Gary asked if I have to be a credited investor to invest in Patrick’s funds. And that’s true, yes, you do need to be an accredited investor. 200,000 in income, 300,000 combined with your spouse, or a million dollars in net worth, not including your personal residence, in order to invest in the Passive Investing Mastery affiliate funds.
And we just have a few more. Michael’s asking again, “Is there a way to do it truly passively?” And it sounds like the recommendation is no, you really need to participate to some level from the gentleman here, Michael. And then let’s see, “Just put my name as Session please. Currency trading…” Okay, so Session, again, some great [inaudible 01:11:39].
I think we pretty much got these questions handled. We’re towards the end. “This should be treated as a business. This strategy should be treated as a business if you’re serious about it.” And although we’re saying the full-time trader, these guys are at 30 minutes a day, you do treat it very seriously like a business. I’d probably agree with that. And I think that gets us to the end of this. If we missed your question… Maybe the last question, “Do your research on prop firms if you want to go that route.” Okay, so that was just a comment, but I think we got it all.

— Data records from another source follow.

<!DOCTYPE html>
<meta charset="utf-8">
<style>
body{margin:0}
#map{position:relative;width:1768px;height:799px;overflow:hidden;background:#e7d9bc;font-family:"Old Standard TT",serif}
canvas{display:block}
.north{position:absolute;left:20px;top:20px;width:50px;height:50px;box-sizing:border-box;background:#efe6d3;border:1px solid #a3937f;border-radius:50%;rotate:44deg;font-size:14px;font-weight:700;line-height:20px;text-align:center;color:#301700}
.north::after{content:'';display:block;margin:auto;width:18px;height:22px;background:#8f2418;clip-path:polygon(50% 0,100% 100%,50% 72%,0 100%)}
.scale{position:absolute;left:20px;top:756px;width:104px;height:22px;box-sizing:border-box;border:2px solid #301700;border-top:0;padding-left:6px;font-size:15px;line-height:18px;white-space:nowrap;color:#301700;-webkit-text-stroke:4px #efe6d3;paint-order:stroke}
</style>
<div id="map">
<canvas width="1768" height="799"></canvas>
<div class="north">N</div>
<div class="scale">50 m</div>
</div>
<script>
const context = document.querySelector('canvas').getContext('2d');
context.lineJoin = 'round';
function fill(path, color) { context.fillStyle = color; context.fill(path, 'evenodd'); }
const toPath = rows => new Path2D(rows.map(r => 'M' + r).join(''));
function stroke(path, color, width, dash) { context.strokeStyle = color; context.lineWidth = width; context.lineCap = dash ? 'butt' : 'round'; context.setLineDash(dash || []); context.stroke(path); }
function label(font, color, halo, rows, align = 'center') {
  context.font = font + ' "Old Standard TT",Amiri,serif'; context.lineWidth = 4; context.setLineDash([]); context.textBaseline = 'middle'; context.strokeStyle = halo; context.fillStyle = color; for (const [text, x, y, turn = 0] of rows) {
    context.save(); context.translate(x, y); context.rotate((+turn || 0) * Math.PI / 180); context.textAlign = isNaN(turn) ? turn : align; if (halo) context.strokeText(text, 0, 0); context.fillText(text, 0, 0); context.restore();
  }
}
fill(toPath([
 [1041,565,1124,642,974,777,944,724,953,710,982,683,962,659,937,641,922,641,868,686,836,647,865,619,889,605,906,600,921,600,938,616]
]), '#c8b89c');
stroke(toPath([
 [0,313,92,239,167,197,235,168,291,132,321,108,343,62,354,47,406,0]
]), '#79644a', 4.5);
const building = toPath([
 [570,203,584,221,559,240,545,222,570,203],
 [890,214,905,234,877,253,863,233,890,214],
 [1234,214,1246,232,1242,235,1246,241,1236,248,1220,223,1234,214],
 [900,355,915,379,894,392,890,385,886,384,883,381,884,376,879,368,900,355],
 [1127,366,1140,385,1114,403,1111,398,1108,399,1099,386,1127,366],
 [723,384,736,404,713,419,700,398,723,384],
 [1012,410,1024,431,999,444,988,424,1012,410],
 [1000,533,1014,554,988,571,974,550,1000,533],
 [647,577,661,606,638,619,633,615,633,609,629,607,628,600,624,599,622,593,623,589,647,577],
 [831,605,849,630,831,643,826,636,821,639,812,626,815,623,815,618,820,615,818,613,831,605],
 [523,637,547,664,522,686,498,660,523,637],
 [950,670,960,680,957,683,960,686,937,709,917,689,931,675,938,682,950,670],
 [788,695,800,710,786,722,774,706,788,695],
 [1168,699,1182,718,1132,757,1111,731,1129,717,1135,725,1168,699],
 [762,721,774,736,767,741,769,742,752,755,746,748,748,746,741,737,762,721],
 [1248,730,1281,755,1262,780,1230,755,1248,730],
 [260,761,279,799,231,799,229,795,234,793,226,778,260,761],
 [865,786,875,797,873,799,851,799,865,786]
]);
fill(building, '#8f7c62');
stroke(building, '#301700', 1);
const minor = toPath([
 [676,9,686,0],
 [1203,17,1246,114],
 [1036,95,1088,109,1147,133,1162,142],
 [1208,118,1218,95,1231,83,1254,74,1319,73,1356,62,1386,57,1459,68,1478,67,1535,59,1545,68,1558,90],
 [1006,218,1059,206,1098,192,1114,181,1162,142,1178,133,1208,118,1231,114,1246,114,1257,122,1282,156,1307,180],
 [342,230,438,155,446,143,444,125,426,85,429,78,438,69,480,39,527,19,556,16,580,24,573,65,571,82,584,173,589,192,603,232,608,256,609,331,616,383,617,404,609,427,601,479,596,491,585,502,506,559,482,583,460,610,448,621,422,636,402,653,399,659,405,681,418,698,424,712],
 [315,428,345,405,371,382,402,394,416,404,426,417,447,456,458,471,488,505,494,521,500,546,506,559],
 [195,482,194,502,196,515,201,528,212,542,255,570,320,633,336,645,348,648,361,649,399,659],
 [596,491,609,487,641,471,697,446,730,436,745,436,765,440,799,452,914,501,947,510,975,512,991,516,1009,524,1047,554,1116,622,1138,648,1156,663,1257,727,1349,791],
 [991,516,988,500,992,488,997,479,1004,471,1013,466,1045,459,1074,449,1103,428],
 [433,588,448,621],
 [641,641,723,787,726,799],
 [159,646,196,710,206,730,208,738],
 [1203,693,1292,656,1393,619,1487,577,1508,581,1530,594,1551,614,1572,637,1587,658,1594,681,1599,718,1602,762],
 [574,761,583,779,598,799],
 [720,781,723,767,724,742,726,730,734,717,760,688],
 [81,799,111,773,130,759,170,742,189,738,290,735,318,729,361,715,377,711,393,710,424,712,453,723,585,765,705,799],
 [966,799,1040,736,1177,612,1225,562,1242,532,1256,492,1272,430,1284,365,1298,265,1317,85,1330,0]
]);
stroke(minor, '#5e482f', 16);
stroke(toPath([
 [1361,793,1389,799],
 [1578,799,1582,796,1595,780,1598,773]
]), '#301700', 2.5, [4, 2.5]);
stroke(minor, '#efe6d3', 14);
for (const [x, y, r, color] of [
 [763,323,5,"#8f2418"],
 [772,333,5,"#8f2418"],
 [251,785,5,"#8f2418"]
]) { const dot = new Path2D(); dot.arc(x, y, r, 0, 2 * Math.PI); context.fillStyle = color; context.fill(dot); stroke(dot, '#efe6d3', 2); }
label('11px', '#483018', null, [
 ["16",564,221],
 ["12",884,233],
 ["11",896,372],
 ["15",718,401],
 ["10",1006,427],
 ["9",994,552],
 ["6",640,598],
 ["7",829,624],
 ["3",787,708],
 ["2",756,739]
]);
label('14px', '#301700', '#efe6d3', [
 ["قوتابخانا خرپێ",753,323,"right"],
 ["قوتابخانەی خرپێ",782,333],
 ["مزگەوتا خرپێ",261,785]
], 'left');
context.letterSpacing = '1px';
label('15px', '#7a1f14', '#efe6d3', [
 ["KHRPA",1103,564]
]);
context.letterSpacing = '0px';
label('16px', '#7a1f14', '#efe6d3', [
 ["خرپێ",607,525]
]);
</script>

Steven, wish we could have seen you, but I understand. No problem.
Steven Primo:
Maybe next time. Maybe next time.
Patrick Grimes:
There are days when I would like to turn off my video all day too. I’m sure the audience have seen enough of my face. They probably wish I did the same. So hopefully we didn’t get anybody seasick with your volume thing going up and down. But really great to have you, Steven. Andrew, amazing job. This was an incredible panel, really rock stars, really strong in these asset classes. Couldn’t be happier with your guys’ answers, your participation.

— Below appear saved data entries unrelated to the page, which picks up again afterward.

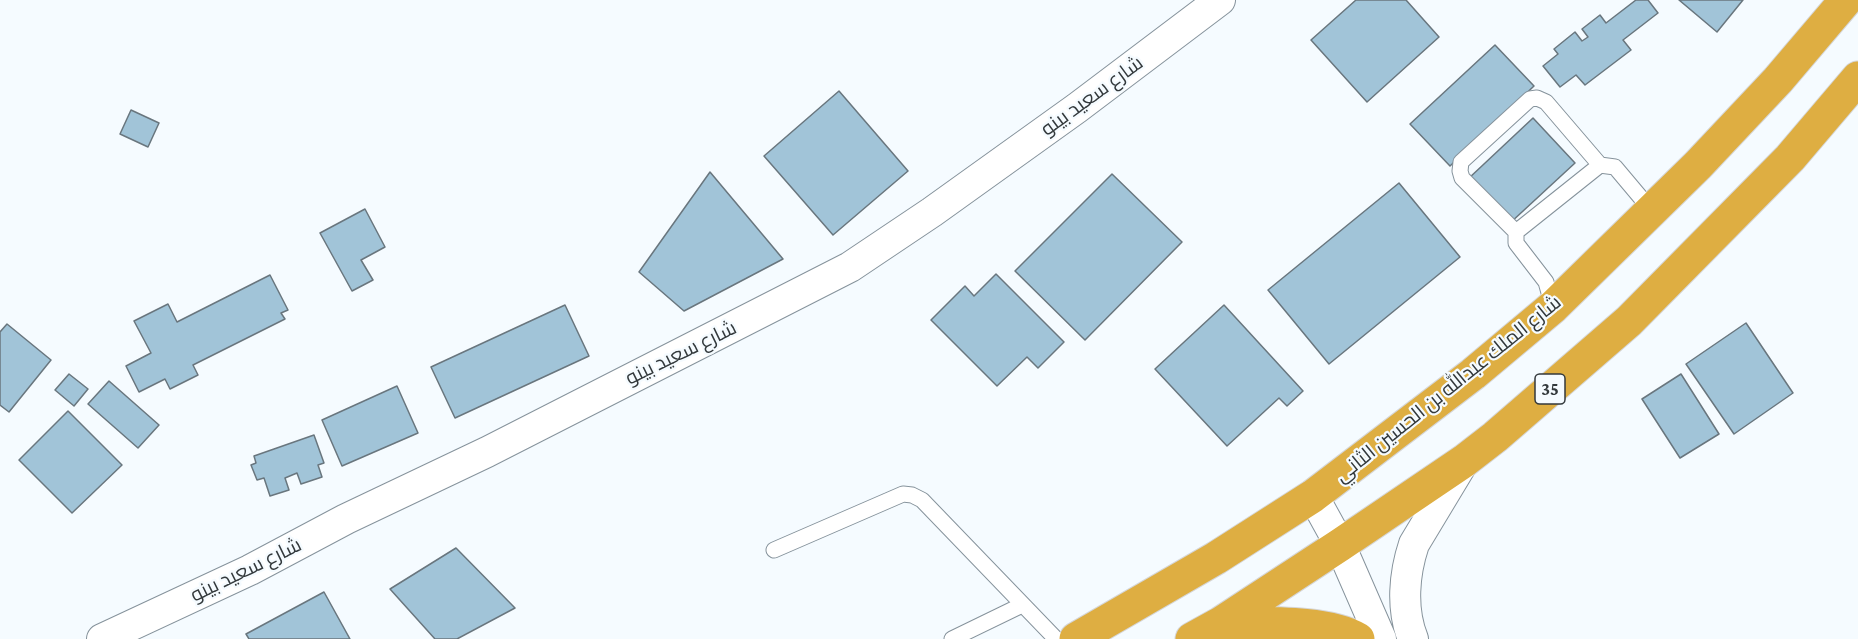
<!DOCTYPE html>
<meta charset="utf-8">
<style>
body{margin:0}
canvas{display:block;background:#f5fbff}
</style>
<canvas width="1858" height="639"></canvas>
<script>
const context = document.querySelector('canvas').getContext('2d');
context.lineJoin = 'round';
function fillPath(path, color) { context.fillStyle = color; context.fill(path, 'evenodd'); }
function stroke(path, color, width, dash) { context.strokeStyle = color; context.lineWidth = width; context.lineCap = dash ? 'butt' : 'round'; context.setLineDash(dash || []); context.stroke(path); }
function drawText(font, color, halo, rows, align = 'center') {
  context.font = font + ' "Crimson Pro",Cairo,serif'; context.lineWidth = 4.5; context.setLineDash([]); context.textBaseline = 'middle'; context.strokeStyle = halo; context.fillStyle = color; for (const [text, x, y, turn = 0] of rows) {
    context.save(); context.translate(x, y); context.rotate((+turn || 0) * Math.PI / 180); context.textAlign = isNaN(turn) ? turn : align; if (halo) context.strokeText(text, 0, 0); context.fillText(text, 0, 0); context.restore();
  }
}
const building = new Path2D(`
 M1356,0H1406L1439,37L1367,102L1311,40Z
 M1636,0H1648L1658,13L1623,40L1631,50L1585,85L1576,75L1560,87L1543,66L1558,54L1554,49L1575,32L1582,41L1588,37L1582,29L1600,15L1606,23Z
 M1679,0H1743L1717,32Z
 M1495,45L1534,86L1450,166L1410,124Z
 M839,91L908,171L833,235L764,156Z
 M131,110L159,123L148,147L120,134Z
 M1533,118L1575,163L1509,224L1468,179Z
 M710,172L783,259L684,311L639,272Z
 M1112,174L1182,242L1085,340L1015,271Z
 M1399,183L1460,257L1329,364L1268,290Z
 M365,209L385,247L361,260L373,280L352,291L320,233Z
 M996,274L1064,342L1038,368L1027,357L997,386L931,320L965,286L974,296Z
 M270,275L288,310L281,313L285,319L193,365L198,375L170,389L165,379L139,392L126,366L151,353L134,321L168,304L177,322Z
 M565,305L589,356L455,418L431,367Z
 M1224,305L1303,391L1287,406L1279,398L1227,446L1155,369Z
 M1746,323L1793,393L1734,434L1686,364Z
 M7,324L51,360L9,412L0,405V332Z
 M69,374L88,389L74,406L55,390Z
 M1681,374L1719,434L1680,458L1642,399Z
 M109,381L159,425L138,448L88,404Z
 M397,386L418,433L342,466L322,420Z
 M68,411L122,465L72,513L19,460Z
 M314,435L324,463L318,465L322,477L301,484L297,473L285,478L289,490L270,496L264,478L257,480L251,465L256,463L254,456Z
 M456,548L515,608L457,639H435L390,589Z
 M324,592L350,639H249L246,634Z`);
const service = new Path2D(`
 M1516,232L1462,178L1460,171L1461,162L1530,99L1537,98L1546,102L1600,165
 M1553,307L1546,282L1516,243V232L1600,165L1615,167L1652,211
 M774,550L903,494L912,495L922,500L1056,639
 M952,639L1022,605`);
const minor = new Path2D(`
 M1313,496L1340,545L1381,639
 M102,639L250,570L346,519L487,452L850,267L932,212L1077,108L1220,0
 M1413,639C1401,609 1404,574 1414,544L1464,461`);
const trunk = new Path2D(`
 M1221,623C1259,624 1327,620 1358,639
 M1076,639L1216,558L1313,496L1473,374L1553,307L1698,165L1778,80L1846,0
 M1192,639L1221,623L1340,545L1464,461L1495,437L1629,321L1790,158L1858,78`);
const shields = [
 [1550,389,30]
];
const shieldNames = [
 ["35",1550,389]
];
const streetNames = [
 ["شارع سعيد بينو",1092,96,-36],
 ["شارع سعيد بينو",681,353,-26],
 ["شارع الملك عبدالله بن الحسين الثاني",1448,389,-39],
 ["شارع سعيد بينو",246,570,-26]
];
fillPath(building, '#a1c4d8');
stroke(building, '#69767e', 1.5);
stroke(service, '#86939c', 17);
stroke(minor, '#86939c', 32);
stroke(trunk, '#d6d7d8', 35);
stroke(service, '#fff', 15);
stroke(minor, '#fff', 30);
stroke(trunk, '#deae42', 33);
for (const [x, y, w] of shields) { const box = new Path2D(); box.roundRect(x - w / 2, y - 15, w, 30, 4.5); context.fillStyle = '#f5fbff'; context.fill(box); stroke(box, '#33393c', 1.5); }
drawText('bold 18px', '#33393c', null, shieldNames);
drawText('20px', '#33393c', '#f5fbff', streetNames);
</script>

Everybody here. Don’t forget, one week from today we’re going to talk about Venture Capital for Passive Investors: Syndication Strategies That Work. I have two really solid guys that are going to come in, talk big advice for people who are actually doing this and do it successfully. And so really excited about that. One week from today. Andrew, Steven, you want to say your goodbyes, we’re going to wrap it up now.
Steven Primo:
I just want to say thank you for inviting me and I just want to say it was a pleasure meeting you both, Patrick and Andrew, and I’d love to work with both of you again. It was great.
Andrew Mitchem:
And likewise, thank you so much for inviting me. Nice to have someone from outside the States, different part of the world. And Steven, yeah, it sounds like that we do very, very similar things and think the same, which I suppose like you said, over time you get to work out what works and what doesn’t. So yeah, thank you for being here. Thanks for participating with me. I really enjoyed it and thank you Patrick and all your team.
Patrick Grimes:
All right, the replay will be out in a couple of days and we’ll make sure to pass it to Andrew and Steven, and we’ll look forward to seeing everybody else one week from today right here to learn about venture capital. You guys all have a good evening.